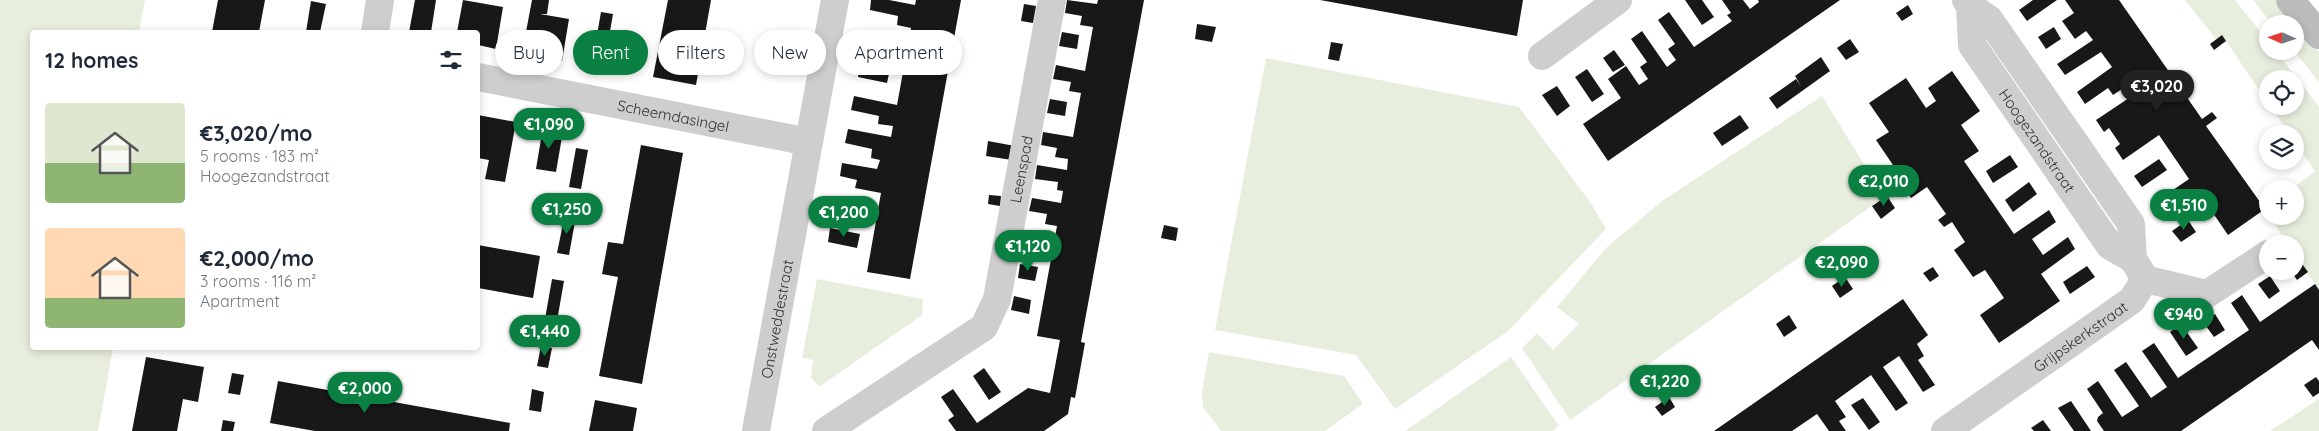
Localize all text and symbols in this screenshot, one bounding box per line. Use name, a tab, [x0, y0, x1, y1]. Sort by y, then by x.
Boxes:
north arrow	[2259, 15, 2304, 60]
map controls	[2259, 15, 2304, 280]
chip: Buy	[495, 30, 563, 75]
chip: Rent	[573, 30, 648, 75]
chip: Filters	[658, 30, 744, 75]
chip: New	[754, 30, 826, 75]
chip: Apartment	[836, 30, 962, 75]
icon: filters	[437, 46, 465, 74]
text: 12 homes	[45, 47, 138, 73]
pin: €3,020	[2116, 70, 2198, 112]
button: locate	[2259, 70, 2304, 115]
text: €3,020	[2131, 76, 2183, 96]
street label: Hoogezandstraat	[1995, 85, 2080, 196]
street label: Scheemdasingel	[616, 95, 731, 136]
pin: €1,090	[508, 108, 590, 150]
text: €1,090	[524, 114, 574, 134]
text: €3,020/mo	[200, 120, 312, 146]
icon: home	[85, 123, 145, 183]
button: layers	[2259, 125, 2304, 170]
street label: Leenspad	[1005, 134, 1036, 204]
text: 5 rooms · 183 m²	[200, 146, 319, 166]
pin: €2,010	[1843, 164, 1925, 207]
text: Hoogezandstraat	[200, 166, 330, 186]
text: €2,010	[1859, 171, 1909, 191]
button: +	[2259, 180, 2304, 225]
pin: €1,510	[2143, 188, 2225, 231]
pin: €1,250	[526, 192, 608, 235]
text: €1,510	[2161, 195, 2207, 215]
pin: €1,200	[803, 196, 885, 238]
text: €1,250	[543, 199, 591, 219]
text: €1,200	[819, 202, 869, 222]
pin: €1,120	[987, 230, 1069, 272]
button: −	[2259, 235, 2304, 280]
text: €1,120	[1006, 236, 1050, 256]
text: €2,000/mo	[200, 245, 314, 271]
pin: €2,090	[1801, 246, 1883, 288]
icon: home	[85, 248, 145, 308]
text: €2,090	[1816, 252, 1868, 272]
street label: Onstweddestraat	[756, 258, 797, 380]
text: 3 rooms · 116 m²	[200, 271, 316, 291]
text: Apartment	[200, 291, 280, 311]
street label: Grijpskerkstraat	[2029, 297, 2131, 376]
pin: €940	[2154, 298, 2214, 340]
text: €940	[2165, 304, 2203, 324]
pin: €1,440	[504, 314, 586, 357]
text: €1,440	[520, 321, 570, 341]
pin: €1,220	[1624, 364, 1706, 407]
text: €1,220	[1641, 371, 1689, 391]
pin: €2,000	[324, 372, 406, 414]
text: €2,000	[338, 378, 392, 398]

§ AIM OF THE TASK:
Look for the word "icon" throughout the material above and copy every line that has it.

§ RESULT OF THIS EXERCISE:
icon: filters	[437, 46, 465, 74]
icon: home	[85, 123, 145, 183]
icon: home	[85, 248, 145, 308]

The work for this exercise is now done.